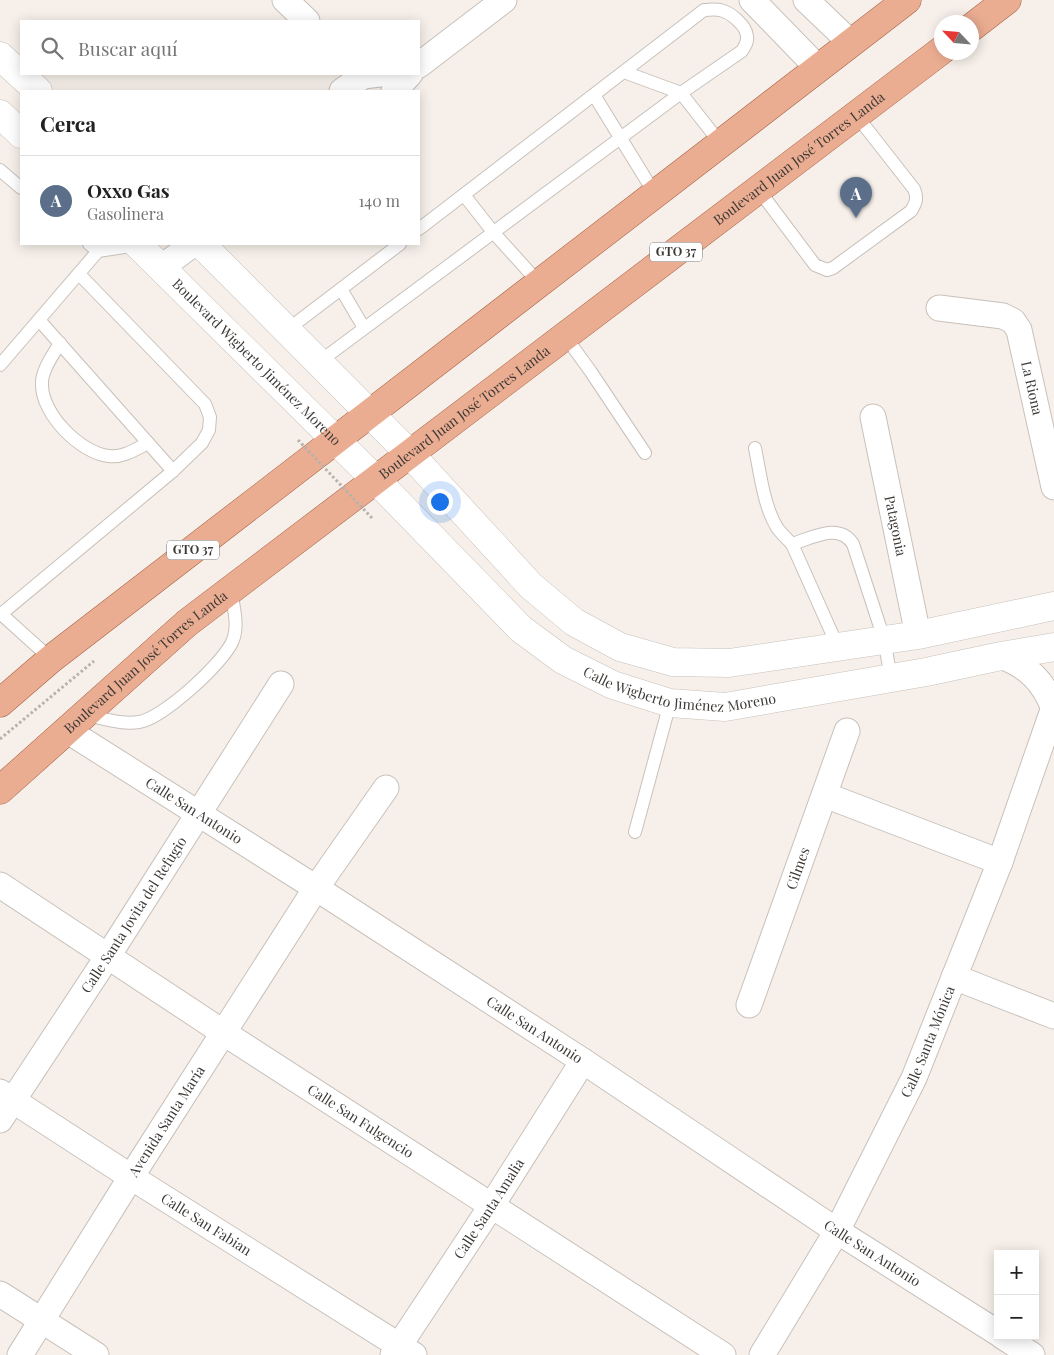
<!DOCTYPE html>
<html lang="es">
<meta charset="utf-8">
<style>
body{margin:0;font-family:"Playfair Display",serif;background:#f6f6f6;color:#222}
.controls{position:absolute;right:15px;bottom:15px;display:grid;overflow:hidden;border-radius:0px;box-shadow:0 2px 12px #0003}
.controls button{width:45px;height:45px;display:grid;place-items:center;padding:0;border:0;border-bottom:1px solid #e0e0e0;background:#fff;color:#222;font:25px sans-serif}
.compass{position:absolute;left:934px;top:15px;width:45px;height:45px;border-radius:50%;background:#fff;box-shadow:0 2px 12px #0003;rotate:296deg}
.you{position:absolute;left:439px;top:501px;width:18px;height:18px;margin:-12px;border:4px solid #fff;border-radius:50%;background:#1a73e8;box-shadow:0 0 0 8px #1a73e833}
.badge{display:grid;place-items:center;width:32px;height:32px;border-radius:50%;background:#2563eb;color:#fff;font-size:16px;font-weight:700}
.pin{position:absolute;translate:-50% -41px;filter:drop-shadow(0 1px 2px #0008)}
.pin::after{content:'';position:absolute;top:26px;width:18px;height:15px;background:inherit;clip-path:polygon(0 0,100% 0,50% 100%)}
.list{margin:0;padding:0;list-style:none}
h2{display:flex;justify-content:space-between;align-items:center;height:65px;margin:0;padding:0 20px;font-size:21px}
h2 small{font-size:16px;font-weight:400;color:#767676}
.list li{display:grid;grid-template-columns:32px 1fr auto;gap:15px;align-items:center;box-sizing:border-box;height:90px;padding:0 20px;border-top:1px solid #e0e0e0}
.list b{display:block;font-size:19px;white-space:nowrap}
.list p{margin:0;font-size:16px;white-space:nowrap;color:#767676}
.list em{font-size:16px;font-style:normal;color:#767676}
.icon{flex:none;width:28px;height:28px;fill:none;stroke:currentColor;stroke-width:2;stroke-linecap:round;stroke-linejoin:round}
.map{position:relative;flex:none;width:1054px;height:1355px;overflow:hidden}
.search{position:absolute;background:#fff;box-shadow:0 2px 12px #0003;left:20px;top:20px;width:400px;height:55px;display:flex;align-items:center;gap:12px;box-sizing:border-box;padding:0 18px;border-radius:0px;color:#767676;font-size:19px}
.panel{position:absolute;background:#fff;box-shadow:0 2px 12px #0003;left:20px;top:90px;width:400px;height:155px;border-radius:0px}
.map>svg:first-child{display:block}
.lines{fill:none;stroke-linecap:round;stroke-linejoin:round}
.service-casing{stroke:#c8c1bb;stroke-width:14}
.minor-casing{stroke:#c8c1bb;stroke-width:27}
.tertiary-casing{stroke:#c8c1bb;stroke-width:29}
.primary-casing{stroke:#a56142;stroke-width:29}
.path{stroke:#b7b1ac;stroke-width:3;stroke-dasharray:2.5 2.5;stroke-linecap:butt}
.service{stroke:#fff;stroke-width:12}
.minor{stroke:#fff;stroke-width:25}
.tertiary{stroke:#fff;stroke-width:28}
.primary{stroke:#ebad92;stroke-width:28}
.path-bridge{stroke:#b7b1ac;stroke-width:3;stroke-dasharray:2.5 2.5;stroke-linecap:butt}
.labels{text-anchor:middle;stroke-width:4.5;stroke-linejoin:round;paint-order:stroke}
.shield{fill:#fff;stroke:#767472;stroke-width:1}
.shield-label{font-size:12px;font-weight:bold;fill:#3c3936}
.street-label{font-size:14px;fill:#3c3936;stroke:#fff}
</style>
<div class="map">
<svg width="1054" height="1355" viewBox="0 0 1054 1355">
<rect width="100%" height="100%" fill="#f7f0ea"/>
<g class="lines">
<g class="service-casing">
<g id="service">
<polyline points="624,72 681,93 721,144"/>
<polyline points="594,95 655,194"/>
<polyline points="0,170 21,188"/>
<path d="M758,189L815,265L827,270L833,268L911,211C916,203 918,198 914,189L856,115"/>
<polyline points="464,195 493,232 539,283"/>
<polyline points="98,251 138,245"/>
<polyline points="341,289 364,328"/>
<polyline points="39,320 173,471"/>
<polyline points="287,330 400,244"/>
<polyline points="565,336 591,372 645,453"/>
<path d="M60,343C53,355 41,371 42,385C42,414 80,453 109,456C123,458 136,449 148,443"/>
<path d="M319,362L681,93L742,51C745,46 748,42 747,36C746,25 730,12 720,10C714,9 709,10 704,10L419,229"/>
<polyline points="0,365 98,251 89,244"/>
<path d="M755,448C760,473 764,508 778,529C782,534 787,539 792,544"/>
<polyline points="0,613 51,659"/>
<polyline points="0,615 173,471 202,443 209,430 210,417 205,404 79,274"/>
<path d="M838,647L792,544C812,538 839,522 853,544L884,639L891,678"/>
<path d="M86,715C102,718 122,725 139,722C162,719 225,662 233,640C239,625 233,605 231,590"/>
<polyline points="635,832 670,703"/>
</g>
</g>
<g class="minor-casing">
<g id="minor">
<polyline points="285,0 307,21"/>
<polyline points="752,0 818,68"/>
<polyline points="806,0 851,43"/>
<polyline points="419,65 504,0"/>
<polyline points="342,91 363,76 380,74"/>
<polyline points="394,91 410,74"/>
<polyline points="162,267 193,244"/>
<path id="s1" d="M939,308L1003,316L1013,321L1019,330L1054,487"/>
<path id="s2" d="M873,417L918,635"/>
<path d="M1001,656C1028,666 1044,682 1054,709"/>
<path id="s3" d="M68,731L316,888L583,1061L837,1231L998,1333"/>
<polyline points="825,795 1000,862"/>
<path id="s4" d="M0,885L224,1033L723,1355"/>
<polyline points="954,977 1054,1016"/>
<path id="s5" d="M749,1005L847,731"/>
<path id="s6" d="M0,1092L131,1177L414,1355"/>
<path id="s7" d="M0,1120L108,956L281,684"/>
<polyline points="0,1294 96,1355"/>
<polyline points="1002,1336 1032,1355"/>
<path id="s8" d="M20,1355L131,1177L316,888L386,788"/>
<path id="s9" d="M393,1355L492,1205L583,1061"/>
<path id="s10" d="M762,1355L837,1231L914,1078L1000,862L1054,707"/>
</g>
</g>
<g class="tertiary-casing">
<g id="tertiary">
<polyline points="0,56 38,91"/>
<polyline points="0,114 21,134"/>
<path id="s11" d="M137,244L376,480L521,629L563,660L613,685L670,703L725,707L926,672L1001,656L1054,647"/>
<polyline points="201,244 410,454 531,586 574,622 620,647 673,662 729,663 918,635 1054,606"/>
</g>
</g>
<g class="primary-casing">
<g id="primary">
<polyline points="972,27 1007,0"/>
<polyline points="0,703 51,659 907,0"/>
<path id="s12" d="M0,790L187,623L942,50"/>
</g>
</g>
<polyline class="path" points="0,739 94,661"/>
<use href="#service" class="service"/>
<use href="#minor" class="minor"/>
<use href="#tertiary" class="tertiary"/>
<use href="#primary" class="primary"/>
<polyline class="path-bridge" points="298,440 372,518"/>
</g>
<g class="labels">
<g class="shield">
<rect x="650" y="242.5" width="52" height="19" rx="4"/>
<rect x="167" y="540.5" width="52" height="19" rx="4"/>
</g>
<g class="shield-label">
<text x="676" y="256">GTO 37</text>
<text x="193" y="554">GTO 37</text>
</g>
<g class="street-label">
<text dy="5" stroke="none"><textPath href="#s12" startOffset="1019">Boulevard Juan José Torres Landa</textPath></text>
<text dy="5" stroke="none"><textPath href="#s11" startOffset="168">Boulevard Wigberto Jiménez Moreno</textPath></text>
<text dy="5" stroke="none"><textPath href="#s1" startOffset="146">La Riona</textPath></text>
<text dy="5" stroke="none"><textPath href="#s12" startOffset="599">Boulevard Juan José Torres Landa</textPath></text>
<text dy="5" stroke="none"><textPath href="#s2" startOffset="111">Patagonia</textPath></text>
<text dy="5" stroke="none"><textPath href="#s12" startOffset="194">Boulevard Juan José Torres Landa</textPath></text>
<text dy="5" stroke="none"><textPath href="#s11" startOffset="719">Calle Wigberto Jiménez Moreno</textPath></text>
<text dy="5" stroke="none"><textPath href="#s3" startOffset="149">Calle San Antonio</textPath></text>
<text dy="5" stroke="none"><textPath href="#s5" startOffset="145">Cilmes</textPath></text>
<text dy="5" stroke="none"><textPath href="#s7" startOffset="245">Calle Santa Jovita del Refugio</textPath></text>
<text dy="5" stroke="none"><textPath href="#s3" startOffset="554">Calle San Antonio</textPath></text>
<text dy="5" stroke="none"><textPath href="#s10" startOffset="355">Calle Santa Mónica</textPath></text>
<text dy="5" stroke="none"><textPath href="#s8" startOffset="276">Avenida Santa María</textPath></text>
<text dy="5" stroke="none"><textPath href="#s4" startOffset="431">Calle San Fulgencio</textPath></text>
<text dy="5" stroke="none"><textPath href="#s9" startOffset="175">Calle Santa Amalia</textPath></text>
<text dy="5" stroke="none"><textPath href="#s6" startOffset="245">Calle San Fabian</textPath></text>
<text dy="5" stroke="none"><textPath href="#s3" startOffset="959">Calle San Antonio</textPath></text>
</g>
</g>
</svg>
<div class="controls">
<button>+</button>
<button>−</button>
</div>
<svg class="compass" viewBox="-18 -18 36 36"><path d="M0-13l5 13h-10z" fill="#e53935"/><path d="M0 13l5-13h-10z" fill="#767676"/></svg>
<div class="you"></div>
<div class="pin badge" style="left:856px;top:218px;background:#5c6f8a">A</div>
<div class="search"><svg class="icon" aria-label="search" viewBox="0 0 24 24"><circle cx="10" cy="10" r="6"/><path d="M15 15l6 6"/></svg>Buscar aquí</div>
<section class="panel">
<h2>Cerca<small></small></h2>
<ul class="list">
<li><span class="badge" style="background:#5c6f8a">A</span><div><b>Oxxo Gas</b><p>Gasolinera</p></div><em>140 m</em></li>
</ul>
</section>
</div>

+-------+

YOUR ASSIGNMENT:
Where a line in the records above includes the string "small", show it.

RESPONSE AREA:
h2 small{font-size:16px;font-weight:400;color:#767676}
<h2>Cerca<small></small></h2>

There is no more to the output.